About CABOMETYX® (cabozantinib)
CABOMETYX® is not marketed by Ipsen in the U.S.
CABOMETYX® 20mg, 40mg and 60mg film-coated unscored tablets
Active ingredient: Cabozantinib (S)-malate 20mg, 40mg and 60mg
Other components: Lactose
Indications: CABOMETYX® is currently approved in 51 countries, including in the European Union, the U.K., Norway, Iceland, Australia, Switzerland, South Korea, Canada, Brazil, Taiwan, Hong-Kong, Singapore, Macau, Jordan, Lebanon, Russian Federation, Ukraine, Turkey, United Arab Emirates, Saudi Arabia, Serbia, Israel, Mexico, Chile and Panama for the treatment of advanced RCC in adults who have received prior VEGF-targeted therapy; in the European Union, the U.K., Norway, Iceland, Canada, Australia, Brazil, Taiwan, Hong Kong, Singapore, Jordan, Russian Federation, Turkey, United Arab Emirates, Saudi Arabia, Servia, Israel, Mexico, Chile and Panama for previously untreated intermediate- or poor-risk advanced RCC; and in the European Union, the U.K., Norway, Iceland, Canada, Australia, Switzerland, Saudi Arabia, Serbia, Israel , Taiwan, Hong Kong, South Korea, Singapore, Jordan, Russian Federation, Turkey, United Arab Emirates, and Panama for HCC in adults who have previously been treated with sorafenib.

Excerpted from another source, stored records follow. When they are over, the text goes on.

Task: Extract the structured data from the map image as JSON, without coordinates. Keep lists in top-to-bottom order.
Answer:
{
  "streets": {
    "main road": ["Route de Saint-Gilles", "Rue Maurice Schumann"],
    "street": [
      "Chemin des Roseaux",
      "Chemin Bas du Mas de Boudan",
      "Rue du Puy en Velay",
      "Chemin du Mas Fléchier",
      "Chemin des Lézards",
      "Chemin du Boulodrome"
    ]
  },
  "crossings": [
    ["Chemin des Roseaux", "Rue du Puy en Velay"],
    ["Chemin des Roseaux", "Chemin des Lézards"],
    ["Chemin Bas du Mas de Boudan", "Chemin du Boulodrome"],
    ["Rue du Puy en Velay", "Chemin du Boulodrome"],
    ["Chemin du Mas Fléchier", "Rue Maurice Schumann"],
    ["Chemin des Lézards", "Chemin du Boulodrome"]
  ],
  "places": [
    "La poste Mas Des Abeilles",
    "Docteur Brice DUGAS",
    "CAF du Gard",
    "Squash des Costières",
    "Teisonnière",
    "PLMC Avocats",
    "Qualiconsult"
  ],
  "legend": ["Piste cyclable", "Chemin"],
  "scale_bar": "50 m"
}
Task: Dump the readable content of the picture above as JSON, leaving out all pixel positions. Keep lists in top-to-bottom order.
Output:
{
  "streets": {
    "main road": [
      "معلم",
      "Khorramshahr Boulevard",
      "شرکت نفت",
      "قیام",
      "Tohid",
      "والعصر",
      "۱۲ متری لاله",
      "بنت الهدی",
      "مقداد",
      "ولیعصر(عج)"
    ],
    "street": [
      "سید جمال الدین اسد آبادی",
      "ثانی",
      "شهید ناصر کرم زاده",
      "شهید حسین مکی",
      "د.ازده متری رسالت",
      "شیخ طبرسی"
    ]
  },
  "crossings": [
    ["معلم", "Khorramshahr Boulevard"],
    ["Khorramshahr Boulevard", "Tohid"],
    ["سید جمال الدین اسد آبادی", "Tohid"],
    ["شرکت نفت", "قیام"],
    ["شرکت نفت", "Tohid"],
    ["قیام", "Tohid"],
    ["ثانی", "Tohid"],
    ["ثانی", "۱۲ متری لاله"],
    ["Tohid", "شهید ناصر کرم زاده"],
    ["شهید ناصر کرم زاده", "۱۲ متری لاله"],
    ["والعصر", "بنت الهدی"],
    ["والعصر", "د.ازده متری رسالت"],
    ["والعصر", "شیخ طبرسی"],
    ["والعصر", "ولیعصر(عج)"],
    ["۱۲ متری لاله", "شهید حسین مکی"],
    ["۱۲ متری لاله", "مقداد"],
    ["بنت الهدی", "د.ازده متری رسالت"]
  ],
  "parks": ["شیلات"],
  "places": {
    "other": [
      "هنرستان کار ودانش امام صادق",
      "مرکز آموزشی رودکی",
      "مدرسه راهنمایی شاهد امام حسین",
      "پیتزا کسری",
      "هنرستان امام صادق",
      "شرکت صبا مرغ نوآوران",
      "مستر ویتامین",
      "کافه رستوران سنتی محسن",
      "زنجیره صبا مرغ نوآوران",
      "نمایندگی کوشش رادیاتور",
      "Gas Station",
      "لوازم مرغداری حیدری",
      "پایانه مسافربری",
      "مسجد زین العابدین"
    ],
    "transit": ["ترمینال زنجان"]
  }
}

Dosage and administration: The recommended dose of CABOMETYX® is 60 mg once daily. Treatment should continue until the patient is no longer clinically benefiting from therapy or until unacceptable toxicity occurs. Management of suspected adverse drug reactions may require temporary interruption and/or dose reduction of CABOMETYX therapy. For dose modification, please refer to full SmPC. CABOMETYX® is for oral use. The tablets should be swallowed whole and not crushed. Patients should be instructed to not eat anything for at least 2 hours before through 1 hour after taking CABOMETYX®.
Contraindications: Hypersensitivity to the active substance or to any of the excipients listed in the SmPC.
Special warnings and precautions for use:
Monitor closely for toxicity during first 8 weeks of therapy. Events that generally have early onset include hypocalcemia, hypokalemia, thrombocytopenia, hypertension, palmar-plantar erythrodysaesthesia syndrome (PPES), proteinuria, and gastrointestinal (GI) events.
Perforations and fistulas: serious gastrointestinal perforations and fistulas, sometimes fatal, have been observed with cabozantinib. Patients with inflammatory bowel disease, GI tumor infiltration or complications from prior GI surgery should be evaluated prior to therapy and monitored; if perforation and unmanageable fistula occur, discontinue cabozantinib.
Thromboembolic events: use with caution in patients with a history of or risk factors for thromboembolism; discontinue if acute myocardial infarction (MI) or other significant arterial thromboembolic complication occurs.
Hemorrhage: not recommended for patients that have or are at risk of severe hemorrhage.
Wound complications: treatment should be stopped at least 28 days prior to scheduled surgery (including dental).
Hypertension: monitor blood pressure (BP); reduce with persistent hypertension and discontinue should uncontrolled hypertension or hypertensive crisis occur.
Palmar-plantar erythrodysesthesia (PPES): interrupt treatment if severe PPES occurs.
Proteinuria: discontinue in patients with nephrotic syndrome.
Reversible posterior leukoencephalopathy syndrome (RPLS): discontinue in patients with RPLS.
QT interval prolongation: use with caution in patients with a history of QT prolongation, those on antiarrhythmics or with pre-existing cardiac disease.
Excipients: do not use in patients with hereditary problems of galactose intolerance, Lapp lactase deficiency or glucose-galactose malabsorption.
Hepatic encephalopathy: In the HCC study (CELESTIAL), hepatic encephalopathy was reported more frequently in the cabozantinib than the placebo arm.
Hepatic effects: Abnormalities of liver function tests have been frequently observed in patients treated with cabozantinib. Liver function tests should be performed before initiation and monitored closely during treatment. If there is worsening of liver function tests with no alternative cause evident, the dose should be modified as per SmPC.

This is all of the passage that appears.